- Opening Delimiter -

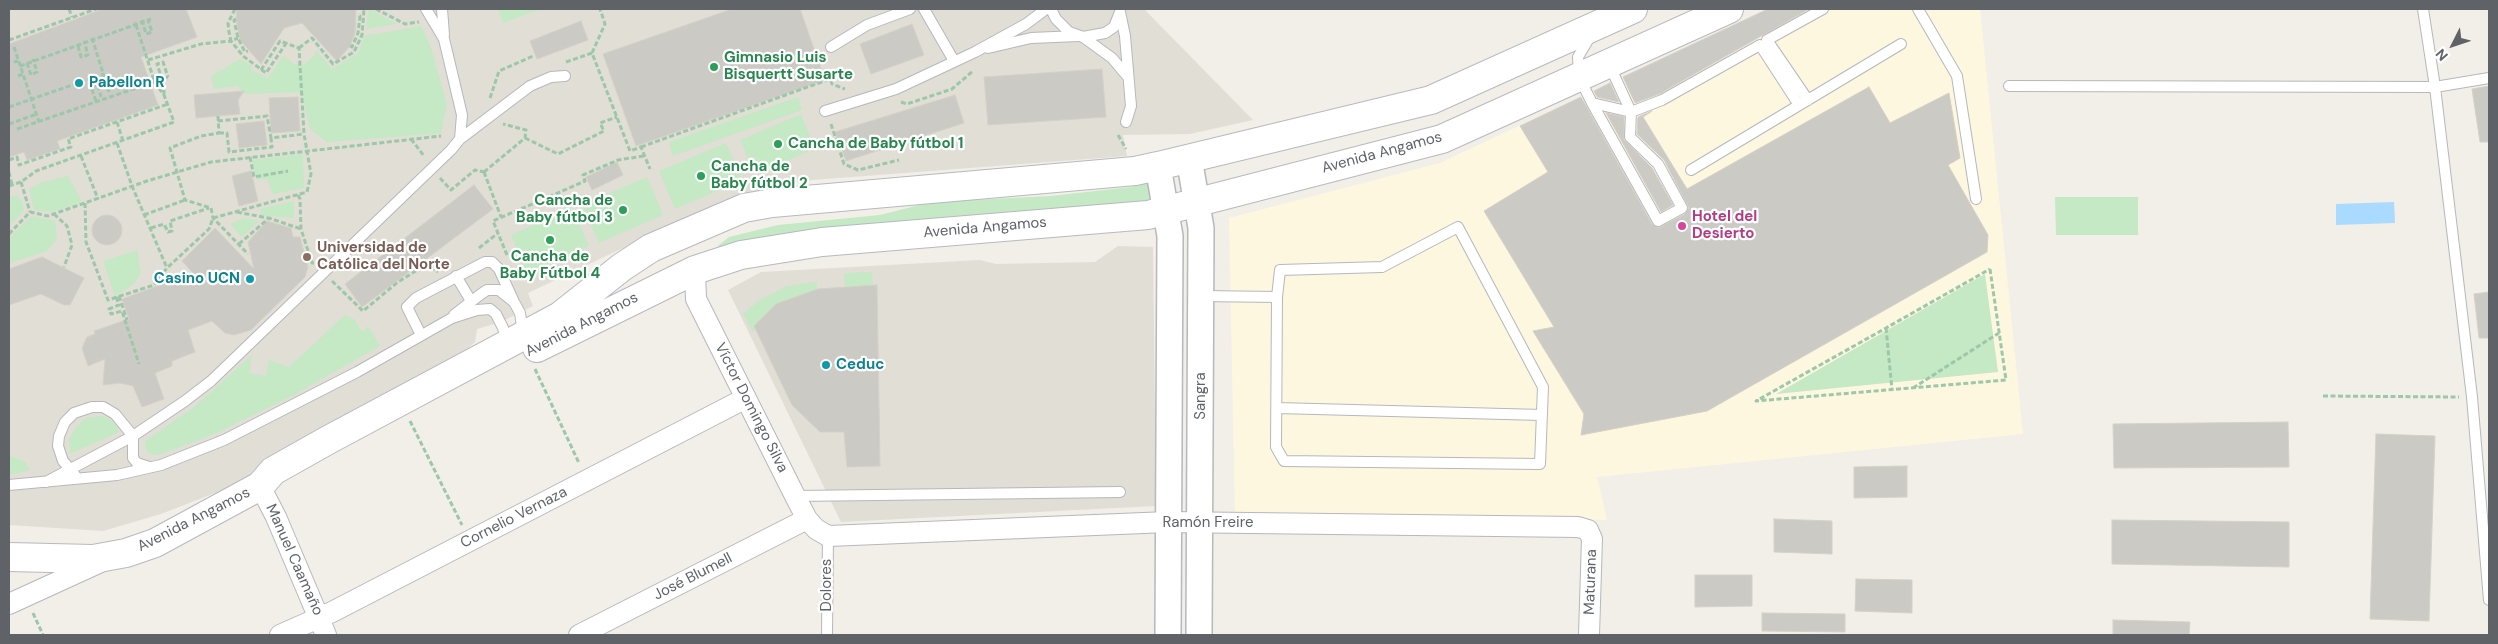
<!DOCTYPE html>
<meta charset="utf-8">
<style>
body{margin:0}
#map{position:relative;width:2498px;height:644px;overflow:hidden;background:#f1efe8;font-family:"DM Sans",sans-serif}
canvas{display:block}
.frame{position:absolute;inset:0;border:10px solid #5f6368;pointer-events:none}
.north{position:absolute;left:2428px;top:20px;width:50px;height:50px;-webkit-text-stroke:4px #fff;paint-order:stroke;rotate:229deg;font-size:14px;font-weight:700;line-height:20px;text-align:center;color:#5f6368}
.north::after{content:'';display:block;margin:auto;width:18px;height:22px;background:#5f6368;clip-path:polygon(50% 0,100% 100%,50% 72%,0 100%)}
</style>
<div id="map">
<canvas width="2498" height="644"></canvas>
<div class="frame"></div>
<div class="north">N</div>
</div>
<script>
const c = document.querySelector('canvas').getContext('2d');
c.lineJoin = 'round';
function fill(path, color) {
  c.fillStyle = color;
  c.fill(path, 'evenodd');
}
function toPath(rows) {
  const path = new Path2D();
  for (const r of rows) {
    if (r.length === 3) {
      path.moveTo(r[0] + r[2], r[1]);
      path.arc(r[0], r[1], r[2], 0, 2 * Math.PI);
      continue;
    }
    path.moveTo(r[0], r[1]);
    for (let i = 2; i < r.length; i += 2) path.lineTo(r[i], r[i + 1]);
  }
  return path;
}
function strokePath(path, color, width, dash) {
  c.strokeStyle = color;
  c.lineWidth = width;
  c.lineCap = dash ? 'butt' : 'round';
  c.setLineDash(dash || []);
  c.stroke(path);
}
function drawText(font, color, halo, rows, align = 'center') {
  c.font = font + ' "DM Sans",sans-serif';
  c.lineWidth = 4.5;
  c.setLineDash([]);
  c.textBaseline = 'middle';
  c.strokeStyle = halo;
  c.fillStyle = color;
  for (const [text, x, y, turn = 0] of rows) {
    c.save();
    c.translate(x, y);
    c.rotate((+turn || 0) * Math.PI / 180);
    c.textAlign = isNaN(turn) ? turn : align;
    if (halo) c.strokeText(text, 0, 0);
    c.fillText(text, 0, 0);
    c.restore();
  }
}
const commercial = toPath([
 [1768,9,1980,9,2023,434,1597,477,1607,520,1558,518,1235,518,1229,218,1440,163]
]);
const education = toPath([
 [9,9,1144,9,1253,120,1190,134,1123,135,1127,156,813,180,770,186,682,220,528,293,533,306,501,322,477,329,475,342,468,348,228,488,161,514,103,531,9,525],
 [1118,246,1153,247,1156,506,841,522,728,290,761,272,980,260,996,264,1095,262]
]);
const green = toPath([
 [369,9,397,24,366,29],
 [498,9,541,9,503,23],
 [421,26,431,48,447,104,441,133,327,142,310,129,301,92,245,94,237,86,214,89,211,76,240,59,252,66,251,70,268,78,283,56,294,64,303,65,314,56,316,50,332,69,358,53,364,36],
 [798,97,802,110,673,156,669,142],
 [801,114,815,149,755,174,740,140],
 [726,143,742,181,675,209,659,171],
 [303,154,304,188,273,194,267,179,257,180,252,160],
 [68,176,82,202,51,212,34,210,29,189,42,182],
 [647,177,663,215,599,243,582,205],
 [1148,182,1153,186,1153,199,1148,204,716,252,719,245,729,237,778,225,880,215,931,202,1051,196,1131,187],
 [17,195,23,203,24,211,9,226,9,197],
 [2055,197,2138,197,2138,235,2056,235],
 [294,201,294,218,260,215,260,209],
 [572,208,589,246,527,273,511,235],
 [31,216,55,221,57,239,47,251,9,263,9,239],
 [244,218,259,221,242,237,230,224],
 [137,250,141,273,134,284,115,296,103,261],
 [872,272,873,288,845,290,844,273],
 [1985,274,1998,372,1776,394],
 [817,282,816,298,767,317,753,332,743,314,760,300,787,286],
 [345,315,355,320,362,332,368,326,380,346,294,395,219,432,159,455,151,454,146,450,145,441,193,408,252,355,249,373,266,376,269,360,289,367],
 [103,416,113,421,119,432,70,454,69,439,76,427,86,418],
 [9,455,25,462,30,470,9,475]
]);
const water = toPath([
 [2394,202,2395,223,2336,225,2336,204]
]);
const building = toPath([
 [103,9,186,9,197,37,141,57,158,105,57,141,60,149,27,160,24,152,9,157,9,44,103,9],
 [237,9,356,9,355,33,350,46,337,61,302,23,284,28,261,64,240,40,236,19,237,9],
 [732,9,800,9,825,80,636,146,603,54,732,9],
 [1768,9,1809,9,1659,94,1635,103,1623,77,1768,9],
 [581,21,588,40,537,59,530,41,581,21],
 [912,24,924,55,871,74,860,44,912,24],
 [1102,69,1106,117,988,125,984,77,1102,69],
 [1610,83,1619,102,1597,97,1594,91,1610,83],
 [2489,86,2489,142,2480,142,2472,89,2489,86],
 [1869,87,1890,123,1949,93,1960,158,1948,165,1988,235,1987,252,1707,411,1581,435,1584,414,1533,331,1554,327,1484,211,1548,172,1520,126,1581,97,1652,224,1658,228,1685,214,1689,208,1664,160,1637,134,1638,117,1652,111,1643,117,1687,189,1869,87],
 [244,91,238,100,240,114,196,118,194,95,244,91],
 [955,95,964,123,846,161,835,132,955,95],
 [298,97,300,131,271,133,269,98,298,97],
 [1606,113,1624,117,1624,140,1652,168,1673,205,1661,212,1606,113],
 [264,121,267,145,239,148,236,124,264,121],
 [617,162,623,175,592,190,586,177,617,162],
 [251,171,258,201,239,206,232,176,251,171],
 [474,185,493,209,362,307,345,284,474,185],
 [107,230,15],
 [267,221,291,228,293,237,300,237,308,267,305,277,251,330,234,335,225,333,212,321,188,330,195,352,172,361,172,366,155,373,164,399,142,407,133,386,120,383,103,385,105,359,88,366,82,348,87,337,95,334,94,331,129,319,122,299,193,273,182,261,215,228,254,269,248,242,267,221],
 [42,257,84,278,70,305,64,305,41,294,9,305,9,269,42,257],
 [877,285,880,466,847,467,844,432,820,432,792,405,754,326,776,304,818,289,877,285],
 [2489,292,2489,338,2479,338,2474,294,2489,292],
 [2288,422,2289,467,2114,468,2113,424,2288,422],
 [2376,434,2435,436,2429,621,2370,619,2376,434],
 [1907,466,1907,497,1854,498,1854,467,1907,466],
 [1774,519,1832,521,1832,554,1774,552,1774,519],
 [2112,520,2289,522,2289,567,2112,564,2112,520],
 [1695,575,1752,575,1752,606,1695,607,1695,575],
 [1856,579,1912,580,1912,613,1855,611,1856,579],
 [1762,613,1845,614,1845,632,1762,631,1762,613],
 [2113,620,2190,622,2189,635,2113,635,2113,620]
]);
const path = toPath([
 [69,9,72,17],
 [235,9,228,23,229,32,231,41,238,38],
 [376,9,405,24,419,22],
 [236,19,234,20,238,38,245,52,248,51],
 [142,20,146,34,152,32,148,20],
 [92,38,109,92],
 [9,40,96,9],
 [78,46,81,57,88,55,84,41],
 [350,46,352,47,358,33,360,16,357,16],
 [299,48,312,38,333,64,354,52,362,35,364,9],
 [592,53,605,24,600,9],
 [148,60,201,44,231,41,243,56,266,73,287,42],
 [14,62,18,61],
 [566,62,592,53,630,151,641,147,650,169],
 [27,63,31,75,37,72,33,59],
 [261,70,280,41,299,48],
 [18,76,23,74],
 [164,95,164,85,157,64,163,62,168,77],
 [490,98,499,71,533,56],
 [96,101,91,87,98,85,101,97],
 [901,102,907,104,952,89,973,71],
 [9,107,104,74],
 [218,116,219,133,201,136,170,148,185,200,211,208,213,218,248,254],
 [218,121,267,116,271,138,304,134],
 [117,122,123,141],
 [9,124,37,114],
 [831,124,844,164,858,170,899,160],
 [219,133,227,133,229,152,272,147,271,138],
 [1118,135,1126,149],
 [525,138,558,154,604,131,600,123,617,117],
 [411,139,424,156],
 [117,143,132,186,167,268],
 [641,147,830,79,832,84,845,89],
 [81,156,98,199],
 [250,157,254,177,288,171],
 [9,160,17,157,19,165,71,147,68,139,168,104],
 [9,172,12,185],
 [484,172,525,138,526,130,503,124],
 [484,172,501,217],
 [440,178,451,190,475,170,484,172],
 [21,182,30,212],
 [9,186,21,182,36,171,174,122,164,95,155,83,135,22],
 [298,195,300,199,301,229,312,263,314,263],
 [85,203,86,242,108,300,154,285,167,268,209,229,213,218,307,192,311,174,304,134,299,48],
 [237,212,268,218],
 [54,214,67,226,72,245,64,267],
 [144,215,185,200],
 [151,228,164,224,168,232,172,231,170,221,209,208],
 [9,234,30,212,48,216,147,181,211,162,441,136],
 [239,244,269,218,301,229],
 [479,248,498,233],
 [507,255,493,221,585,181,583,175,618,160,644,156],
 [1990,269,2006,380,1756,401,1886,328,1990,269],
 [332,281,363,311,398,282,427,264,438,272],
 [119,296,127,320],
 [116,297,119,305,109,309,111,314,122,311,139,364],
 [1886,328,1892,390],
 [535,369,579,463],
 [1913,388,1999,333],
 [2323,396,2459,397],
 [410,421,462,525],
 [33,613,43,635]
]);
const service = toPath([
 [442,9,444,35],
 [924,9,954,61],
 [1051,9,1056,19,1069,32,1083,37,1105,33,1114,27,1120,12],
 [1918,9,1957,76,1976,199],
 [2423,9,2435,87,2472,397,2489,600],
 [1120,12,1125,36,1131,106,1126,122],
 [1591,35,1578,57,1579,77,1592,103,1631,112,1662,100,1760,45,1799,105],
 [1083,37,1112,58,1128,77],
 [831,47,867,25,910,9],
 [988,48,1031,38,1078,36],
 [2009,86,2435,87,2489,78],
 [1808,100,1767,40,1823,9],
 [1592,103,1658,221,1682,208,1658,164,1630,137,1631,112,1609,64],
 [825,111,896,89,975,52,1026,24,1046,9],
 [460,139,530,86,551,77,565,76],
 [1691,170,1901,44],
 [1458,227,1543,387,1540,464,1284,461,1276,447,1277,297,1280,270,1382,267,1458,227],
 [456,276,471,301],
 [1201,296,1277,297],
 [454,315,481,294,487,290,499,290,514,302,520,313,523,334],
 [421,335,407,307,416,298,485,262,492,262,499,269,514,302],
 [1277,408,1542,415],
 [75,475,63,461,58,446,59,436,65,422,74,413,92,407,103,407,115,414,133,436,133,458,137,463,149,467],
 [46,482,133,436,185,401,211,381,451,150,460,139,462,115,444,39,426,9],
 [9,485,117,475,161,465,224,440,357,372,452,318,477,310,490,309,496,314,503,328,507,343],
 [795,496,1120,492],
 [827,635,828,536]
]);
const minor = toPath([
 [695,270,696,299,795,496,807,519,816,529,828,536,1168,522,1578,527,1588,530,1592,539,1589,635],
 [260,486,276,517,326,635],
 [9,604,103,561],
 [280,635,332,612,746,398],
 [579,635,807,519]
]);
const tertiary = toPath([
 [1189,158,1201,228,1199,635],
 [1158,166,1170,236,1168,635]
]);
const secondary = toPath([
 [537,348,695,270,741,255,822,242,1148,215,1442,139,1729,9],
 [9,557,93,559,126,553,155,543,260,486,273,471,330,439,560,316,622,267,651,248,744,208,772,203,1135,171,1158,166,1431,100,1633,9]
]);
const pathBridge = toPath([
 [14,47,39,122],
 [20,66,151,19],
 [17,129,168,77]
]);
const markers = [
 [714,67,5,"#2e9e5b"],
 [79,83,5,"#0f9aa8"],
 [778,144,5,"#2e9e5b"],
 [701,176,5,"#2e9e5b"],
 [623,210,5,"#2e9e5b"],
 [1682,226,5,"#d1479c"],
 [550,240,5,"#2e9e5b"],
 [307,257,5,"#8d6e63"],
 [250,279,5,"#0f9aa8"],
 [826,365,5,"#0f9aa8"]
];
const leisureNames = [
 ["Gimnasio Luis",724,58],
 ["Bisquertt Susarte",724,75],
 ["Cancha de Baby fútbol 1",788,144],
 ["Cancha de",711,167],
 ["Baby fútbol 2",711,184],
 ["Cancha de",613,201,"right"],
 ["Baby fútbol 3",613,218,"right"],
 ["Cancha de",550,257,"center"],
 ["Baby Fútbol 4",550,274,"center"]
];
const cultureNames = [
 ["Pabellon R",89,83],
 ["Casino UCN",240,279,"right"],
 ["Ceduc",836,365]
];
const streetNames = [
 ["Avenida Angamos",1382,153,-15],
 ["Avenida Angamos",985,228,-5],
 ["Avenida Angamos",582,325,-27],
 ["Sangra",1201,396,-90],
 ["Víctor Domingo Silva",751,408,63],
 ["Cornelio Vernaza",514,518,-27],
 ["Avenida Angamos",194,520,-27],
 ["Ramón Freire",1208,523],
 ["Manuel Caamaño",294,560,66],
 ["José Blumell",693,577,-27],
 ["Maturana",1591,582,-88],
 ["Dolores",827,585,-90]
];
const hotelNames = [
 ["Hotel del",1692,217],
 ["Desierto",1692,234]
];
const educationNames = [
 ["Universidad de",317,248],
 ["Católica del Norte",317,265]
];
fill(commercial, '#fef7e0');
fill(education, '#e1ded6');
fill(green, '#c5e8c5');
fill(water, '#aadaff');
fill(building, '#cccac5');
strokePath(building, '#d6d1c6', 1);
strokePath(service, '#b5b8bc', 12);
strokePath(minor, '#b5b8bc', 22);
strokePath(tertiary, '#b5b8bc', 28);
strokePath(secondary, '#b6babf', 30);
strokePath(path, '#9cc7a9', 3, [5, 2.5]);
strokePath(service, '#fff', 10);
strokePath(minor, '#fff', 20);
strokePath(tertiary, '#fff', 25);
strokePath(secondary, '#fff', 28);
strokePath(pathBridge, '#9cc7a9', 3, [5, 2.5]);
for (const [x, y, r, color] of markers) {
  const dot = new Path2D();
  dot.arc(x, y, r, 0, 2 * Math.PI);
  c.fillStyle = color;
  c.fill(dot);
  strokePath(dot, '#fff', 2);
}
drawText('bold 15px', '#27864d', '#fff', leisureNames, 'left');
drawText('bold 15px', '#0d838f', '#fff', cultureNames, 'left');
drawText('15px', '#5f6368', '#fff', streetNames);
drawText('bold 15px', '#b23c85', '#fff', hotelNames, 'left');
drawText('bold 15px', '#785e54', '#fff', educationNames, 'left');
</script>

- Closing Delimiter -

## REQUIRED ACTION
What lines in the records contain the word "canvas"? Return each one.

## YOUR SOLUTION
canvas{display:block}
<canvas width="2498" height="644"></canvas>
const c = document.querySelector('canvas').getContext('2d');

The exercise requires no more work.